Her lively projects at Pike and Rose in North Bethesda, Santana Row in San Jose, Assembly Row in Boston and other locations were part of an inspiring presentation that drew a standing-room-only crowd to the Planning Department’s auditorium on December 2.
Rees started her talk with a basic definition of place as “space plus people.” The challenge of placemaking, she continued, is to “add up the details to make people pause” and experience delight in their environments.
“Great places are hard to formulate and often they are messy,” Rees admitted. “A real place is not a brand.”
The Third Place — spaces for meeting and socializing outside our homes and offices, and the focus of this blog — need to be appealing to all the senses, Rees pointed out, not only through colors and textures but also sounds and smells. All these elements contribute to the sensuality of a place, part of building a strong relationship between pedestrians and their surroundings.
Rees mentioned the uniqueness of this approach – “only about 3 percent of developers are interested in public art” — and talked about how we have become so used to ugly places. She felt this ugliness is based on the dominance of cars, a lack of scale, too much monotony and attempted efficiency.
Her presentation underscored the goal of the Planning Department’s Design Excellence initiative, to encourage developers to raise the quality of architecture, landscapes, streetscapes and places in Montgomery County, and eradicate suburban blight. Learn more about the Design Excellence program.
Rees said that by incorporating a vision early in the development process that is inclusive of color, art, textures, design details and by getting everyone involved on the same page, the cost of placemaking is offset by the tremendous value it can generate for the place, neighborhood and region.
Behind Rees’ visionary placemaking are practical methods, starting with research into the history and culture of the site. She collects this information in a book that serves as the basis for the artworks and designs created for a development.
“My job is to create and protect beauty,” Rees noted, comparing her job to an air traffic controller in coordinating teams of artists, designers, fabricators and installers for each project. She works directly for the project developers instead of the general contractor, “so the art doesn’t get value-engineered.”
During the presentation, Rees dissected each element of the streetscape to explain the rationale for its success. The best storefronts are designed at a human scale, she asserted, with their bay width and height spanning the equivalent of two people plus their personal space – about 15-16 feet.

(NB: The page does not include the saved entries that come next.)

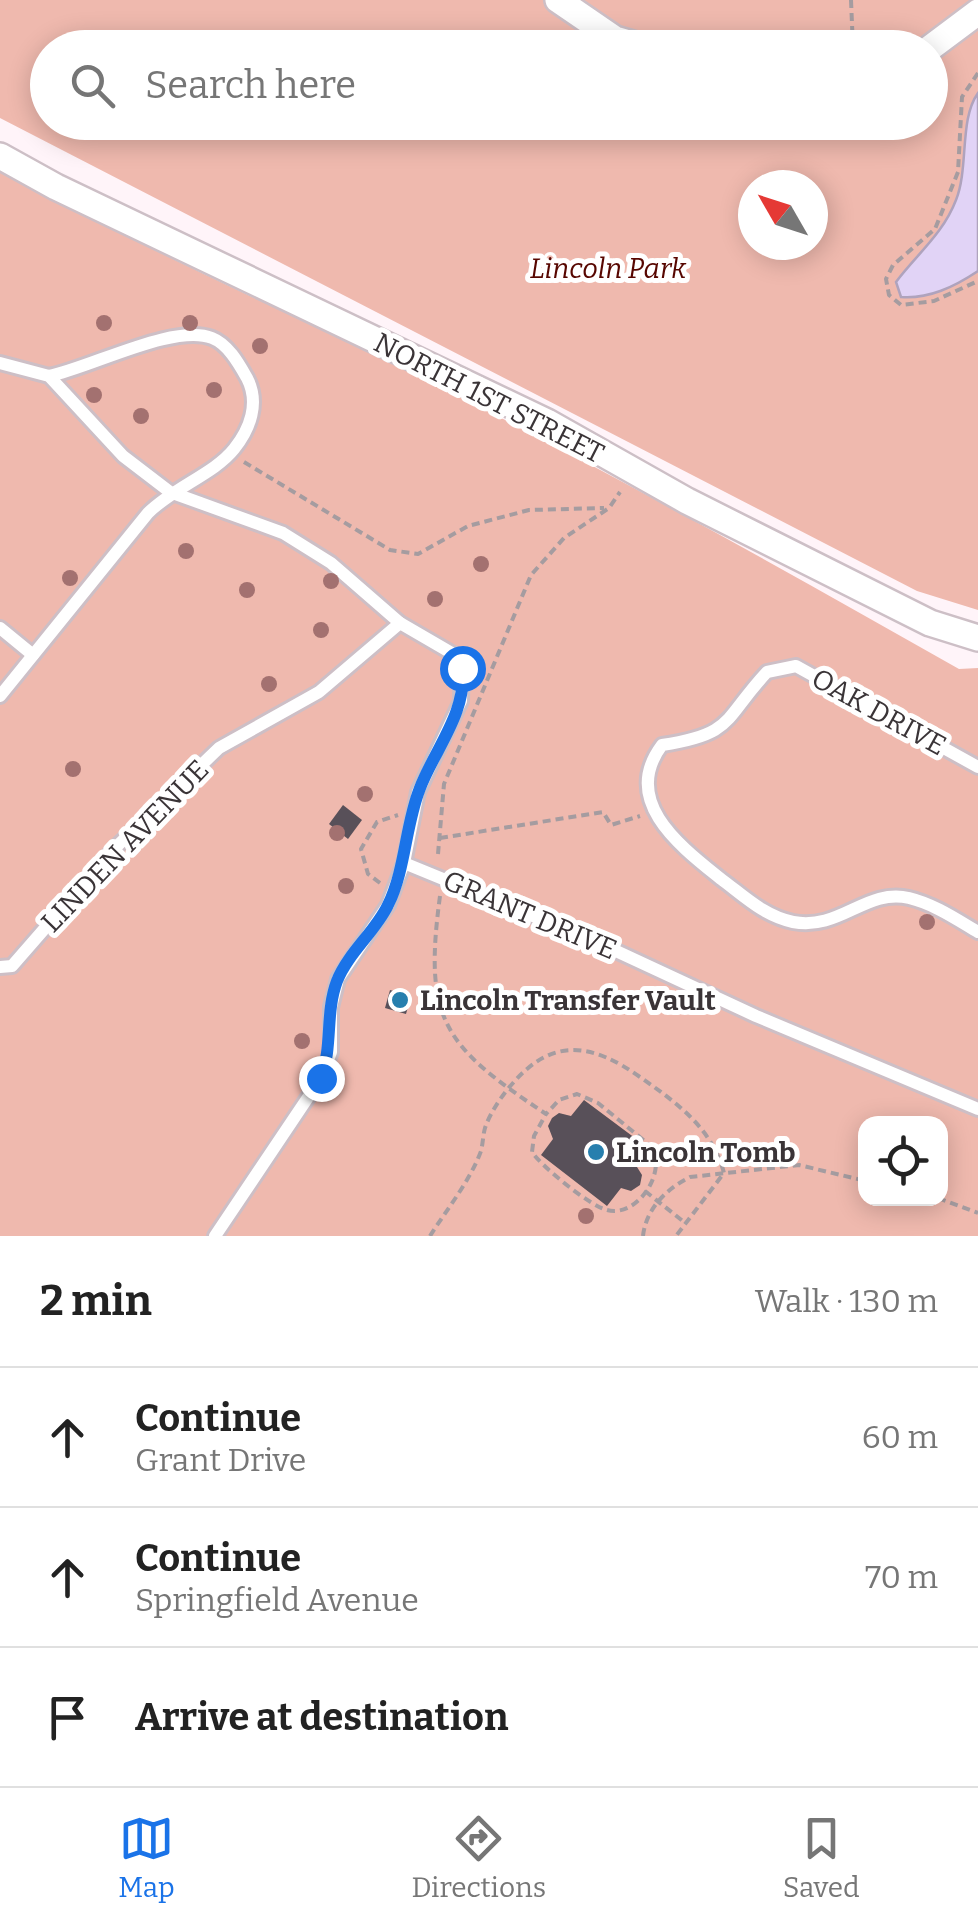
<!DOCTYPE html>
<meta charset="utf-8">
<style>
:root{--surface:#fff;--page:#f6f6f6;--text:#222;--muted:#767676;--line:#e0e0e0;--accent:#1a73e8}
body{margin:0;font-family:Bitter,serif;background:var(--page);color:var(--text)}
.controls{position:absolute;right:30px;bottom:30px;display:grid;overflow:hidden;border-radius:20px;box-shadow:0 5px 25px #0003}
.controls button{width:90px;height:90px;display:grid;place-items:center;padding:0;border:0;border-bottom:2px solid var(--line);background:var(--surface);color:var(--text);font:50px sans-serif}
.compass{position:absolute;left:738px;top:170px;width:90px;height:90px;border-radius:50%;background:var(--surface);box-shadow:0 5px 25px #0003;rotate:309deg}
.stop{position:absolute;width:30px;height:30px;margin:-22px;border:8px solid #1a73e8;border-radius:50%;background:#fff}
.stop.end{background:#1a73e8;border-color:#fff;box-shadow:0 2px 10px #0008}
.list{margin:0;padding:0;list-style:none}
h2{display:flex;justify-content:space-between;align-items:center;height:130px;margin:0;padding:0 40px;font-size:42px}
h2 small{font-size:32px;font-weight:400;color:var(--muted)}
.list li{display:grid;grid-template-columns:65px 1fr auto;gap:30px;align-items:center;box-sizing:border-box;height:140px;padding:0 40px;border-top:2px solid var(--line)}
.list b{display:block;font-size:38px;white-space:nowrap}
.list p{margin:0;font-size:32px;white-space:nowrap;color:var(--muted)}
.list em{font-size:32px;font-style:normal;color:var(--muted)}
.icon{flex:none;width:55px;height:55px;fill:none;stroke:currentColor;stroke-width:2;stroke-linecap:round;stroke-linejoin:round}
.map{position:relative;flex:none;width:978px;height:1236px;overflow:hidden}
.search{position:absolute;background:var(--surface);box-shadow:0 5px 25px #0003;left:30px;right:30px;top:30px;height:110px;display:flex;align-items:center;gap:25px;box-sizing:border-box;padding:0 35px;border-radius:55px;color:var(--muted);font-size:38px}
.sheet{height:550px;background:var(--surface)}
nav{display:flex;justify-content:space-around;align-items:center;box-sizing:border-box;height:140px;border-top:2px solid var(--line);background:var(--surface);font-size:28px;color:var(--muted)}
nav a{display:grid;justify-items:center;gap:5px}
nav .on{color:var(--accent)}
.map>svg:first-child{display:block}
.green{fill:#efb9ae;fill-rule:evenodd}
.water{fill:#e1d3f6;stroke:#afa3bd;stroke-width:2.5}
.building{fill:#585059}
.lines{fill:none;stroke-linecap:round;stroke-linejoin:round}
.lane-casing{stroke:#cdbfc6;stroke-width:18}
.street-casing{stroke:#cdbfc6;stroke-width:30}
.path{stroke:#a59ca0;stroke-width:4;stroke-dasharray:8 5;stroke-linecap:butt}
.lane{stroke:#fff;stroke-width:12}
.street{stroke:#fff;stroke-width:25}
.tree{fill:#a37170}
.route{stroke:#1a73e8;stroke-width:12}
.poi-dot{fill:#277fae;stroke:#fff;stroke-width:4}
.labels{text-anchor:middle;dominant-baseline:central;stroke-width:10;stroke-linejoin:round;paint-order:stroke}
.park-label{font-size:28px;font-style:italic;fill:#570600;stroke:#fff}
.street-label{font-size:28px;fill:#3a3437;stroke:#fff}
.poi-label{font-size:28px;font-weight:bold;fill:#3a3437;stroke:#fff;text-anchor:start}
</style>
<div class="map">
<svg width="978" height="1236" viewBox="0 0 978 1236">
<rect width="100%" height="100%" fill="#fff4f9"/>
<g class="green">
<path d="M 0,0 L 978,0 L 978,610 L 917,591 L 0,118 ZM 48,48 L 930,48 L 930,122 L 48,122 ZM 753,185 L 813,185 L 813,245 L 753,245 Z"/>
<path d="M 0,168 C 153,257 317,323 474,404 C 638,488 799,578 959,669 L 978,668 L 978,1236 L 0,1236 ZM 866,1124 L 940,1124 L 940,1198 L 866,1198 Z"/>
</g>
<path class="water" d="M 978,93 L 978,271 C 954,287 929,299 901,297 L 896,282 C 917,254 943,234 956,200 C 969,168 959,119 978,93 Z"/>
<g class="building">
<polygon points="343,805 362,820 348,839 329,824"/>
<polygon points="390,990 411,996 406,1014 385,1008"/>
<polygon points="584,1100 651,1150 637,1167 642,1175 640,1185 631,1191 621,1188 607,1206 541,1155 553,1139 548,1126 552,1118 559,1113 571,1116"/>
</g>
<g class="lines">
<defs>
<g id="lane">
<polyline points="0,363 49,376 123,456 170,492 283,533 331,563 400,623 455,655 462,668 461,701 418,792 404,863 388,905 338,979 331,1007 331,1052 321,1078 215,1236"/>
<polyline points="0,628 33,655"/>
<path d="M 0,696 L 148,513 C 174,487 214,474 234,449 C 250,429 260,403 247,378 C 239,364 228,344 212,338 C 174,323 90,368 49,376"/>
<path d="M 978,767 L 796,666 L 767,672 C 723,719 735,734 662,745 C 620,801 680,846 721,879 C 744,896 764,916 793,922 C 840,931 866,888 909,898 C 934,904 956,919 978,932"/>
<polyline points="404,863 601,944 756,1016 978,1109"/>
<polyline points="0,967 12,966 114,849 219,748 319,692 400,623"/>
</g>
<g id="street">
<polyline points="558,0 615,39 646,48"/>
<polyline points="930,48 978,12"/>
<polyline points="0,156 56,187 547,422 687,501 930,623 978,638"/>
</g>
</defs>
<use href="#lane" class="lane-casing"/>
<use href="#street" class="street-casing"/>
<g class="path">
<polyline points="851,0 853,48"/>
<polyline points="978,73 962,97 958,172 935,229 893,265 886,279 889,295 901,305 934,301 978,281"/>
<polyline points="244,462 390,550 418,554 468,526 529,510 604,508"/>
<polyline points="440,838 603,812 611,825 640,816"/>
<polyline points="438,854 444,784 531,575 564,538 609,508 620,492"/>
<polyline points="380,883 368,874 361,849 377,822 398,815"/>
<path d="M 440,896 C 423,1021 444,1046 546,1114 L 559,1100 L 577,1094 L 598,1103 L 652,1147 C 667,1173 637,1218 607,1210 C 590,1206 542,1167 532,1152 L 534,1136 L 546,1114"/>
<polyline points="645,1191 684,1222"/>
<polyline points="938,1198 978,1213"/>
<path d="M 430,1236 C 447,1209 470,1181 481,1151 C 483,1143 483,1135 485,1128 C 490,1113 502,1095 513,1083 C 554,1036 593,1044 640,1077 C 677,1103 712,1128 724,1173 L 676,1236"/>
<path d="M 643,1236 C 646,1209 666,1189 690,1177 L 799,1165 L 866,1181"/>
</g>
<use href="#lane" class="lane"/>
<use href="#street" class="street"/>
</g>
<g class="tree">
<circle cx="104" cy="323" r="8"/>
<circle cx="190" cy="323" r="8"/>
<circle cx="260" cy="346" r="8"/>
<circle cx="214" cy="390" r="8"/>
<circle cx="94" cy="395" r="8"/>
<circle cx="141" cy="416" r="8"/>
<circle cx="186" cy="551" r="8"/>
<circle cx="481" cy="564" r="8"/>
<circle cx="70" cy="578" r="8"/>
<circle cx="331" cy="581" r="8"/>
<circle cx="247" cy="590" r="8"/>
<circle cx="435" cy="599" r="8"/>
<circle cx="321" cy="630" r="8"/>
<circle cx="269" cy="684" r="8"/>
<circle cx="73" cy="769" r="8"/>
<circle cx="365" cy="794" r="8"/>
<circle cx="337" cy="833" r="8"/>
<circle cx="346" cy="886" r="8"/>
<circle cx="927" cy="922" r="8"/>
<circle cx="302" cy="1041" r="8"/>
<circle cx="586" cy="1216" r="8"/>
</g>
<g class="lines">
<path class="route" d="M 321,1078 C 333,1046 325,1013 337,981 C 348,953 375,932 388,905 C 406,868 405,826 420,788 C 435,749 468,711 462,668"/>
</g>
<g class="poi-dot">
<circle cx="400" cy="1000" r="10"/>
<circle cx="596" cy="1152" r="10"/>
</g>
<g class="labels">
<g class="park-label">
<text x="608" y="268">Lincoln Park</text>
</g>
<g class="street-label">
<text transform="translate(489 398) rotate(27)">NORTH 1ST STREET</text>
<text transform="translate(879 712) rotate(29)">OAK DRIVE</text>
<text transform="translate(125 846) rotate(-46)">LINDEN AVENUE</text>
<text transform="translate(530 915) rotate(23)">GRANT DRIVE</text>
</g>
<g class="poi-label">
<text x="420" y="1000">Lincoln Transfer Vault</text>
<text x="616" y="1152">Lincoln Tomb</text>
</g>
</g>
</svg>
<div class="controls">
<button><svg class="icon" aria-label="locate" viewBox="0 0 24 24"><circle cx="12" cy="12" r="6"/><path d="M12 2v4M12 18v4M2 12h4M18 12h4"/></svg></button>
</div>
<svg class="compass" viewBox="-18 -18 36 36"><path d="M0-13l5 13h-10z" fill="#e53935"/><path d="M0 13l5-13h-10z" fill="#767676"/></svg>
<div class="stop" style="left:462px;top:668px"></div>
<div class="stop end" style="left:321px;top:1078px"></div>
<div class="search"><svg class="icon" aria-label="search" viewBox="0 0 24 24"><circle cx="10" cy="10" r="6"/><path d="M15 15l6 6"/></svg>Search here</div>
</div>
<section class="sheet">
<h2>2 min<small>Walk · 130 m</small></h2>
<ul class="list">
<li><svg class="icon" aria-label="ahead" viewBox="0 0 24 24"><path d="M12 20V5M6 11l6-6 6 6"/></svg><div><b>Continue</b><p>Grant Drive</p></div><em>60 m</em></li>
<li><svg class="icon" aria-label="ahead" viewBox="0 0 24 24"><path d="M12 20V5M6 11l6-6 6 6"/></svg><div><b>Continue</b><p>Springfield Avenue</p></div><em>70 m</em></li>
<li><svg class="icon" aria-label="arrive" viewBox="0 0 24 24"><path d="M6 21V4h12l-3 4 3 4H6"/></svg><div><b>Arrive at destination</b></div></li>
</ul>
</section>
<nav>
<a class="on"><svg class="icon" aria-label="map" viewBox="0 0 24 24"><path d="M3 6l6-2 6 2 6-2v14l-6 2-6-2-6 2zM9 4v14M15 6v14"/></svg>Map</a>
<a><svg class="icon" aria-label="directions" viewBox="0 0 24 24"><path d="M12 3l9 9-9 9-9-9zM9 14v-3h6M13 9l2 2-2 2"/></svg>Directions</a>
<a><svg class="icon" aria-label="saved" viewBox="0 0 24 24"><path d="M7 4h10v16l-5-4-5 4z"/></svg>Saved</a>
</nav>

Signs need not be large to be noticed. “The smaller the sign, the better the quality,” said Rees, pointing to a tiny Prada logo above a huge storefront.
Blade signs are particularly important in “letting pedestrians know what’s up ahead.”
Her work at Pike and Rose includes an interactive fountain for children that has been so popular that one of its sculptures became detached from overuse. “We are working on getting better fasteners,” said Rees. Another sculpture in the development is based on an egg beater she purchased in France.
These artworks exemplify Rees’s attention to the fine grain of placemaking, inviting us to pause and linger over the details.